>>>
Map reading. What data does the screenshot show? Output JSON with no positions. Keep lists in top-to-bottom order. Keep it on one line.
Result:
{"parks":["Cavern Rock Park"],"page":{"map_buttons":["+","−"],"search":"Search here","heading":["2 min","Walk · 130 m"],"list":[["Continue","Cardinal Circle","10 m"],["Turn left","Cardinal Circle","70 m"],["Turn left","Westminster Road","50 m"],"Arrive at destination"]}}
<<<
## YOUR ASSIGNMENT
In full and without any edits, output the material above.

## ANSWER BOX
Map reading. What data does the screenshot show? Output JSON with no positions. Keep lists in top-to-bottom order. Keep it on one line.
Result:
{"parks":["Cavern Rock Park"],"page":{"map_buttons":["+","−"],"search":"Search here","heading":["2 min","Walk · 130 m"],"list":[["Continue","Cardinal Circle","10 m"],["Turn left","Cardinal Circle","70 m"],["Turn left","Westminster Road","50 m"],"Arrive at destination"]}}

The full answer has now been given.